The African violet plant can develop spots on its leaves from being misted or splashed with water. The African violet’s fuzzy leaves can trap moisture causing fungal or bacterial leaf spot to form. To avoid this, always water your African violet at the soil level by carefully lifting the leaves or with the bottom-watering method, never on the leaves or the center of the plant. If you need to provide extra humidity do so by placing it over a pebble tray or putting a humidifier nearby instead of misting.
If the spots on your African violet are white and powdery looking, this could be a fungal disease called powdery mildew. Powdery mildew could have formed because the plant lacks air circulation in a hot and humid environment. When combined with a lack of light, these conditions create the perfect environment for powdery mildew to grow.
To help the plant, prune off the dead stems and leaves and isolate them from other plants since fungal issues can spread quickly between plants. Place the plant somewhere with more air movement and more light, and treat the plant with a copper fungicide. If not caught in time, powdery mildew is sometimes fatal to African violets and other indoor plants.

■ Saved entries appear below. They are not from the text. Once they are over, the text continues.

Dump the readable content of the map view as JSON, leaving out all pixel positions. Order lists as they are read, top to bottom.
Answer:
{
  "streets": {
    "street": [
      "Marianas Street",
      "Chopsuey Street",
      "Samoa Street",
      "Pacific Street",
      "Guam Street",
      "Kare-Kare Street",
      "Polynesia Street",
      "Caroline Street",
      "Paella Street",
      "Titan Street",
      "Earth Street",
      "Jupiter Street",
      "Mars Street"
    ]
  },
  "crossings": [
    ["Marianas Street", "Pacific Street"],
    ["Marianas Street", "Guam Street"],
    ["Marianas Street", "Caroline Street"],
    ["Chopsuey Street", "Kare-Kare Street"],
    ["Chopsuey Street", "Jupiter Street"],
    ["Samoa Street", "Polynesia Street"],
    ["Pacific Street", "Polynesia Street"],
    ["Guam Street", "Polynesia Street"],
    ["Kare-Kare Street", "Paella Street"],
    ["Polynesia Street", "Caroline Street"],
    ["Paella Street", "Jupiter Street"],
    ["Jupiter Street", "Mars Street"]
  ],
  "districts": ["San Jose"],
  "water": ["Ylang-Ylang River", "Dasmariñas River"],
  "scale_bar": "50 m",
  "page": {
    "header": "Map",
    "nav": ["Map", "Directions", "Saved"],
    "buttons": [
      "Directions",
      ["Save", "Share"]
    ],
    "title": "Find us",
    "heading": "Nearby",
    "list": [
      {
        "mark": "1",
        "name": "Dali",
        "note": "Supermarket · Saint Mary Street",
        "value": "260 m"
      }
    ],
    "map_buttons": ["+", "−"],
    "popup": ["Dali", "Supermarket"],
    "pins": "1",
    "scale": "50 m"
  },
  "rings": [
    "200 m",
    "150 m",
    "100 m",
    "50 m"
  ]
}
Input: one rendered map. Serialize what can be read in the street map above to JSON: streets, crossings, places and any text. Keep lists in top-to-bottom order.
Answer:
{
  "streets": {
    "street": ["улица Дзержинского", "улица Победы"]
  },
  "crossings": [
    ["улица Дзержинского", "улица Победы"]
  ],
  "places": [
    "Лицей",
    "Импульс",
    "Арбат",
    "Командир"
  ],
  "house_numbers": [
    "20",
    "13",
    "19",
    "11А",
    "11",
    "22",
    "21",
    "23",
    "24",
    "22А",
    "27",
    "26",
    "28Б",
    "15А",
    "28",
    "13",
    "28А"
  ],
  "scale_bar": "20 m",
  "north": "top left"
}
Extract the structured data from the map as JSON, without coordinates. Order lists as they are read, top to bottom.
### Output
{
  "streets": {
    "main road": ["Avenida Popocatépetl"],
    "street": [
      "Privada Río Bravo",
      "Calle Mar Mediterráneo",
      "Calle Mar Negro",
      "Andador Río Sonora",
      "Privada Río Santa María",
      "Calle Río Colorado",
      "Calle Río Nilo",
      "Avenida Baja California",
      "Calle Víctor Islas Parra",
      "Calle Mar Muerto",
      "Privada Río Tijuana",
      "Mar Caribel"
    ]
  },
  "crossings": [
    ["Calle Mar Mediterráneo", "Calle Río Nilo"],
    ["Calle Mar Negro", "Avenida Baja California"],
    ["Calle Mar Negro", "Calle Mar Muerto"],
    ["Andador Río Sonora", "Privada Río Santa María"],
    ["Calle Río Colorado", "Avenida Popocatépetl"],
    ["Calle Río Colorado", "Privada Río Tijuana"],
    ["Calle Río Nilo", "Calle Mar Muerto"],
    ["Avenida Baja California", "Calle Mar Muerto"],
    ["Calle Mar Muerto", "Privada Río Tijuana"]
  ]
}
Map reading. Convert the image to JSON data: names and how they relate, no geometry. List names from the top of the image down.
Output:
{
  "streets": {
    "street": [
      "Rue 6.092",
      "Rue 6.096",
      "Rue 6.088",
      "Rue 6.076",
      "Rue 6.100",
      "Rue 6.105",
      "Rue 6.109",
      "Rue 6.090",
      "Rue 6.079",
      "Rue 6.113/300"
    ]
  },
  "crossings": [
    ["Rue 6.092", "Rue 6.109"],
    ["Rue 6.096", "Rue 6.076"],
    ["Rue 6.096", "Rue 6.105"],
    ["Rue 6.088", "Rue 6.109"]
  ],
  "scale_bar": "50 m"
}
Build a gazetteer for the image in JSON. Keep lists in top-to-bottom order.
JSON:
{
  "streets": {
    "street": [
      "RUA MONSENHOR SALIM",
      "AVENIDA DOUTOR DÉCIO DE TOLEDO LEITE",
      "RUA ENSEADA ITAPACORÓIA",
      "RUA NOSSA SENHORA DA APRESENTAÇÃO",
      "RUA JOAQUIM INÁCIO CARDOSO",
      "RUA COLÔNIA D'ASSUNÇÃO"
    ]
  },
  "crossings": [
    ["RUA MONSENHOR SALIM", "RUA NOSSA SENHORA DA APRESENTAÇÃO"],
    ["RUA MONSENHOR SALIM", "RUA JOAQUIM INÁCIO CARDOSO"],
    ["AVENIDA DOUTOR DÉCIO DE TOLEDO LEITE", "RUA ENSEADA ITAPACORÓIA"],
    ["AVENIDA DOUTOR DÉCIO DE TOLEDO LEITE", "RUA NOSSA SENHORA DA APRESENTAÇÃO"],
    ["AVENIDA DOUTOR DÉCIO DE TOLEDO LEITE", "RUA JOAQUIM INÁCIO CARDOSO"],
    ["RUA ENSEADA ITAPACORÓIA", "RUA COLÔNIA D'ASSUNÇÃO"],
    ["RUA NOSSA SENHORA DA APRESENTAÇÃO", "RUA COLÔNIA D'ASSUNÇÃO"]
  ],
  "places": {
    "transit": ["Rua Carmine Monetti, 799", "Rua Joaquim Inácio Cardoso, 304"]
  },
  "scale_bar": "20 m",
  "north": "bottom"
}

Overwatering an African violet can also cause spots to appear on the leaves. Too much moisture in the soil of a houseplant can sometimes cause edema. Edema shows up as spots most often on the underside of the leaves, but occasionally on the top. These spots have a reddish coloration and will luckily not spread once watering is corrected. Eventually, this dead plant tissue will fall away, or you can trim using sharp, clean pruning scissors.
Water when the soil volume is 25% dry. This plant likes to be kept moist, but does not like to sit in soggy soil. Avoid getting the leaves wet, and the bottom-watering method is recommended. Place your plant in a sink filled with 2-4″ of water. Leave the plant to soak for up to 45 minutes. Test the top of the soil for moisture. If it still feels dry water a little from the top. When your plant’s soil is evenly damp, drain the sink/tub and allow the plant to rest while it drains thoroughly.
If your plant has been exposed to temperatures below 55°F, it can cause damage. On the other hand, exposure to direct sun can also cause spots. Be sure to keep the plant’s leaves from pressing up against window panes, which can become hotter or colder than the indoor air.